Saved data entries
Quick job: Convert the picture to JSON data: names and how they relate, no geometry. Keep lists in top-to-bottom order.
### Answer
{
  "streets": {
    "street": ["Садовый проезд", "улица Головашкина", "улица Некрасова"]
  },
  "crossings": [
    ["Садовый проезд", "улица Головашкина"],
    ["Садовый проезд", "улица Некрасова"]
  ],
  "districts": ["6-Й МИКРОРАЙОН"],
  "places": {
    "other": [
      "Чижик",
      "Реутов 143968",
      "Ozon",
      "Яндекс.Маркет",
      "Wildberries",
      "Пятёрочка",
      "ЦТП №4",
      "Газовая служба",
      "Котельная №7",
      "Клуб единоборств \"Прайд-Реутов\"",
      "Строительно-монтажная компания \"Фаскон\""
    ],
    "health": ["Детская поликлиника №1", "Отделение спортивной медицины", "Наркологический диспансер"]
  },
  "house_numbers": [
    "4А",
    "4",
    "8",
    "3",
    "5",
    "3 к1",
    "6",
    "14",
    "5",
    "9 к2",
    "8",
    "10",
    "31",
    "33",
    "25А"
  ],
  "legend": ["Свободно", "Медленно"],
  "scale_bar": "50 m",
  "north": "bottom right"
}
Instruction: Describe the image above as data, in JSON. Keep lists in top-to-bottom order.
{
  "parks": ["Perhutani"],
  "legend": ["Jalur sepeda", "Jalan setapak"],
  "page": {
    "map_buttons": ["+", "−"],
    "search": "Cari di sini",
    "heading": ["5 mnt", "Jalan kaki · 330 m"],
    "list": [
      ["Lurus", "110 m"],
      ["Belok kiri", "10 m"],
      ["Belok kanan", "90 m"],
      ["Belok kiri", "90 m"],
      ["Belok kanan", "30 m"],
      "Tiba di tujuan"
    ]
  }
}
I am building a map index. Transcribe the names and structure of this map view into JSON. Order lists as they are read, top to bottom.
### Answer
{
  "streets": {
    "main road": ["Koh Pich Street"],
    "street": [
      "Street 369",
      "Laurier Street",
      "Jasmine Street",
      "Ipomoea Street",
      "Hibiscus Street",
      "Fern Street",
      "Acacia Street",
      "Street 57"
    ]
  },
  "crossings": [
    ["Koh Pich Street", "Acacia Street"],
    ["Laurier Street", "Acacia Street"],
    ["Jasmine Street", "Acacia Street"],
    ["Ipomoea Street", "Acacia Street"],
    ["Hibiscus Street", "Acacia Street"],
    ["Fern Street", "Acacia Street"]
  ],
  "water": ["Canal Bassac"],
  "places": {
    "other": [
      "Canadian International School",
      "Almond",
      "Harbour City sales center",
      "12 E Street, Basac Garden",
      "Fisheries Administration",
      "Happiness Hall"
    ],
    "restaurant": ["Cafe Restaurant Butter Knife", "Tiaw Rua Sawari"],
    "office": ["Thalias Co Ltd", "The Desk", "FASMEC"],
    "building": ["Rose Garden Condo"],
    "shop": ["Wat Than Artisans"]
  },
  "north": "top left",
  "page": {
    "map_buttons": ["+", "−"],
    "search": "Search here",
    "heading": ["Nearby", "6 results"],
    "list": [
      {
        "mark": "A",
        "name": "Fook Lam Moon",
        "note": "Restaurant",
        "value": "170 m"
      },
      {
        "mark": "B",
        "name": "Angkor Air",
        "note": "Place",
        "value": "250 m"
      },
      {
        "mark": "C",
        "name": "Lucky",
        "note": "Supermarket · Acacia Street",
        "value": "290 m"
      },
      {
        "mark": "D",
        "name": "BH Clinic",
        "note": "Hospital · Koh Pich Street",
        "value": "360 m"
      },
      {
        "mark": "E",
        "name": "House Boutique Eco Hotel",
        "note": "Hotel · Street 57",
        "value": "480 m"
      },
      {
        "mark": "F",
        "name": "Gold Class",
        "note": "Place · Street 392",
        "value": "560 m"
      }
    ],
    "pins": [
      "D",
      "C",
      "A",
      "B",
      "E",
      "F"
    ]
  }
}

Task description
Please reproduce each entry exactly as it appears.

Response
Quick job: Convert the picture to JSON data: names and how they relate, no geometry. Keep lists in top-to-bottom order.
### Answer
{
  "streets": {
    "street": ["Садовый проезд", "улица Головашкина", "улица Некрасова"]
  },
  "crossings": [
    ["Садовый проезд", "улица Головашкина"],
    ["Садовый проезд", "улица Некрасова"]
  ],
  "districts": ["6-Й МИКРОРАЙОН"],
  "places": {
    "other": [
      "Чижик",
      "Реутов 143968",
      "Ozon",
      "Яндекс.Маркет",
      "Wildberries",
      "Пятёрочка",
      "ЦТП №4",
      "Газовая служба",
      "Котельная №7",
      "Клуб единоборств \"Прайд-Реутов\"",
      "Строительно-монтажная компания \"Фаскон\""
    ],
    "health": ["Детская поликлиника №1", "Отделение спортивной медицины", "Наркологический диспансер"]
  },
  "house_numbers": [
    "4А",
    "4",
    "8",
    "3",
    "5",
    "3 к1",
    "6",
    "14",
    "5",
    "9 к2",
    "8",
    "10",
    "31",
    "33",
    "25А"
  ],
  "legend": ["Свободно", "Медленно"],
  "scale_bar": "50 m",
  "north": "bottom right"
}
Instruction: Describe the image above as data, in JSON. Keep lists in top-to-bottom order.
{
  "parks": ["Perhutani"],
  "legend": ["Jalur sepeda", "Jalan setapak"],
  "page": {
    "map_buttons": ["+", "−"],
    "search": "Cari di sini",
    "heading": ["5 mnt", "Jalan kaki · 330 m"],
    "list": [
      ["Lurus", "110 m"],
      ["Belok kiri", "10 m"],
      ["Belok kanan", "90 m"],
      ["Belok kiri", "90 m"],
      ["Belok kanan", "30 m"],
      "Tiba di tujuan"
    ]
  }
}
I am building a map index. Transcribe the names and structure of this map view into JSON. Order lists as they are read, top to bottom.
### Answer
{
  "streets": {
    "main road": ["Koh Pich Street"],
    "street": [
      "Street 369",
      "Laurier Street",
      "Jasmine Street",
      "Ipomoea Street",
      "Hibiscus Street",
      "Fern Street",
      "Acacia Street",
      "Street 57"
    ]
  },
  "crossings": [
    ["Koh Pich Street", "Acacia Street"],
    ["Laurier Street", "Acacia Street"],
    ["Jasmine Street", "Acacia Street"],
    ["Ipomoea Street", "Acacia Street"],
    ["Hibiscus Street", "Acacia Street"],
    ["Fern Street", "Acacia Street"]
  ],
  "water": ["Canal Bassac"],
  "places": {
    "other": [
      "Canadian International School",
      "Almond",
      "Harbour City sales center",
      "12 E Street, Basac Garden",
      "Fisheries Administration",
      "Happiness Hall"
    ],
    "restaurant": ["Cafe Restaurant Butter Knife", "Tiaw Rua Sawari"],
    "office": ["Thalias Co Ltd", "The Desk", "FASMEC"],
    "building": ["Rose Garden Condo"],
    "shop": ["Wat Than Artisans"]
  },
  "north": "top left",
  "page": {
    "map_buttons": ["+", "−"],
    "search": "Search here",
    "heading": ["Nearby", "6 results"],
    "list": [
      {
        "mark": "A",
        "name": "Fook Lam Moon",
        "note": "Restaurant",
        "value": "170 m"
      },
      {
        "mark": "B",
        "name": "Angkor Air",
        "note": "Place",
        "value": "250 m"
      },
      {
        "mark": "C",
        "name": "Lucky",
        "note": "Supermarket · Acacia Street",
        "value": "290 m"
      },
      {
        "mark": "D",
        "name": "BH Clinic",
        "note": "Hospital · Koh Pich Street",
        "value": "360 m"
      },
      {
        "mark": "E",
        "name": "House Boutique Eco Hotel",
        "note": "Hotel · Street 57",
        "value": "480 m"
      },
      {
        "mark": "F",
        "name": "Gold Class",
        "note": "Place · Street 392",
        "value": "560 m"
      }
    ],
    "pins": [
      "D",
      "C",
      "A",
      "B",
      "E",
      "F"
    ]
  }
}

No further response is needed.